Friday, January 6, 2012

Losing it all

A few days before Christmas, the cord to the mouse controlled by my hand knocked over a glass on my desk that held the tiniest bit of water left after the ice had melted.  This tiny bit of water ran over the side of my desk and dripped onto my external drive that was sitting very neatly on its side on my computer tower.  This bit of water slid down into the air vents on my external drive and rendered it useless.  The external drive with its powerful 300 gig of memory held every document and photo I owned.

When I read the scripture passage for this week's sermon (Philippians 3:8-17),  Paul's words in verse 8 took on new meaning to me in light of my recent loss.  Paul said, "I consider everything a loss compared to the surpassing greatness of knowing Christ Jesus my Lord, for whose sake I have lost all things.  I consider them rubbish, that I may gain Christ."  Paul had quite a pedigree: he was a Jew's Jew.  He had a lot to lose but he gave it away for the pleasure to know Christ as Lord.  All that powerful knowledge was trash to him.  Could I so easily turn my back on everything?  Would I be willing to donate everything I own to Goodwill?  Could you?

Well, before you take up a love offering for me, you will be relived to know that I have a great computer guy who for a couple hundred bucks cracked open my worthless external drive and saved my precious, irreplaceable documents and photos.  I would have paid anything to get them back.  I now have a new, smaller, faster, 500 gig external drive.  I now know that I am to do a hard drive backup EVERY week and the beverage goes on the LEFT.  (For those of you who know my track record with electronics and beverages, you would probably say the beverage should be in the kitchen.)

Wednesday, August 31, 2011

Fishing is fun

My dad loved to fish.  When I look back at pictures of him, half of them are of him holding a big fish and wearing a big smile.  I remember fishing at a lake with him and my family as a child.  Certain sights, sounds and smells take me back to that happy time.  What is it about fishing that stirs such emotions in us?

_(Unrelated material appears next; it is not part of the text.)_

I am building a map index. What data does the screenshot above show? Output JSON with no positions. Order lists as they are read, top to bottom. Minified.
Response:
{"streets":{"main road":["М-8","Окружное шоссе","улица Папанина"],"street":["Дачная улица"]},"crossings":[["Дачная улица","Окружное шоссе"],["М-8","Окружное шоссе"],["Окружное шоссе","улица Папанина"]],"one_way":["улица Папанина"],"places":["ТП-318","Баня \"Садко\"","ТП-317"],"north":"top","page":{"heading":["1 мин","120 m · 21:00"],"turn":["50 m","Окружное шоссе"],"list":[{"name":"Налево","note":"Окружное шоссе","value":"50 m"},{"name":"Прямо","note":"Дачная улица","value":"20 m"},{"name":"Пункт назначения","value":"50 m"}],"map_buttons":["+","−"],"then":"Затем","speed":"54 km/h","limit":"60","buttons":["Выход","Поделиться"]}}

Maybe that is why I related to Pastor Tommy's sermon last Sunday entitled "The Laws of Fishing."  Of course, he was talking about the Methods (the 4th M of the 4M church) that we use to fish for souls.  (Listen to this sermon at www.graceplaceonline.us.)

As Pastor Tommy was talking about the rewards of catching "fish," I was reminded of an old song we used to sing called, "Joy in the Camp" which refers to the joy in Heaven when a lost soul is found.  My new version of that song is called, "Joy in the Fish Camp."  We should get excited when we have heard the Message (love the Lord and others), responded to the Mission (go and make disciples), found a Ministry (use our gifts) and tried new Methods (become all things to save some).  That is what we are trying to do with Small Groups at the Grace Place -- Love some fish for the Lord.


Monday, July 18, 2011

Let's get more people into the Kingdom

That looks like a really high wall around the Kingdom of Christ, doesn't it?  Actually, it is very easy to get into the Kingdom.  All one has to do is walk through the gate but make sure to use the NARROW gate.  The broad gate leads to places of destruction.  The narrow gate leads to the Kingdom and life.   (Matthew 7:13-14)  We need to help more people find the narrow gate into the Kingdom of Christ.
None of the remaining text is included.